In this series of posts, I have examined the question of whether the capitalist economy experiences cycles that are considerably longer than the industrial cycles of approximately 10 years. It’s been proposed by various economists over the last hundred years that in addition to 10-year industrial cycles and shorter “inventory cycles,” there also exists a “long cycle” of approximately 50 years’ duration.

Over the last several months, I have examined the concrete history of the cycles and crises that have occurred in the global capitalist economy from the crisis of 1847 to the crisis of 2007-09. Over these 161 years, we have seen decades when economic growth surged ahead, and other periods dominated by prolonged depression or stagnation.

Changing patterns of cycles and crises

While industrial cycles of approximately 10 years have been a remarkably persistent feature of capitalism, there have been periods when these cycles have been suppressed by world wars and other periods when we have had only partial cycles.

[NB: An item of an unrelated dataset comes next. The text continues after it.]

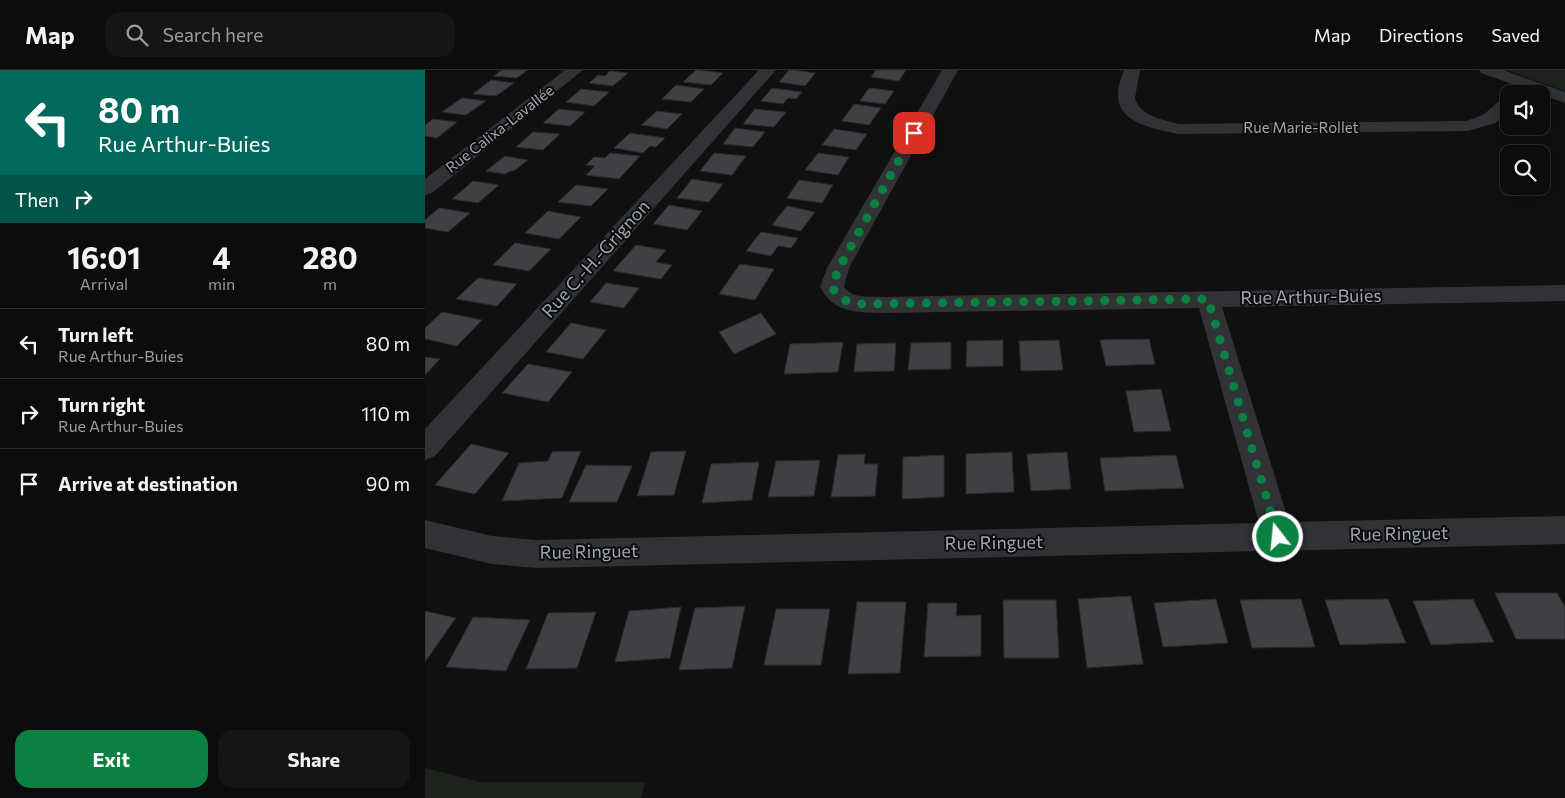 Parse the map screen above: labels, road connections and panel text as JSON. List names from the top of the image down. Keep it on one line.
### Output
{"streets":{"street":["Rue Marie-Rollet","Rue Calixa-Lavallée","Rue C.-H.-Grignon","Rue Arthur-Buies","Rue Ringuet"]},"page":{"header":"Map","search":"Search here","nav":["Map","Directions","Saved"],"turn":["80 m","Rue Arthur-Buies"],"then":"Then","eta":["16:01","Arrival","4","min","280","m"],"list":[{"name":"Turn left","note":"Rue Arthur-Buies","value":"80 m"},{"name":"Turn right","note":"Rue Arthur-Buies","value":"110 m"},{"name":"Arrive at destination","value":"90 m"}],"buttons":["Exit","Share"]}}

For example, the two world wars of the 20th century suppressed to a considerable degree the entire process of expanded capitalist reproduction. Since industrial cycles arise within the broader process of the expanded reproduction of capital, wartime suppression of expanded capitalist reproduction suppressed the industrial cycle.

After the super-crisis of 1929-33—itself part of the aftermath of the World War I war economy—there was no complete industrial cycle. The brutal deflationary policy of the Roosevelt administration in 1936-37 prevented the cyclical recovery of 1933-37 developing into a real boom. The war economy of World War II replaced the recovery that followed the 1937-38 recession before it could develop into a boom. Therefore, in the years from the super-crisis of 1929-33 until after World War II we saw only partial industrial cycles.

No full industrial cycle between 1968 and 1982

There was also no complete industrial cycle between 1968 and the beginning of the “Volcker shock” in 1982. During the recessions of 1970 and 1974-75, governments and central banks attempted to force recoveries through deficit spending and monetary expansion. Under the conditions prevailing at that time, these repeated attempts to force a recovery simply led to panicky flights from the dollar and paper currencies in general, causing the recoveries to abort. Full industrial cycles of more or less 10-year duration only reappeared after the Volcker shock of 1979-82.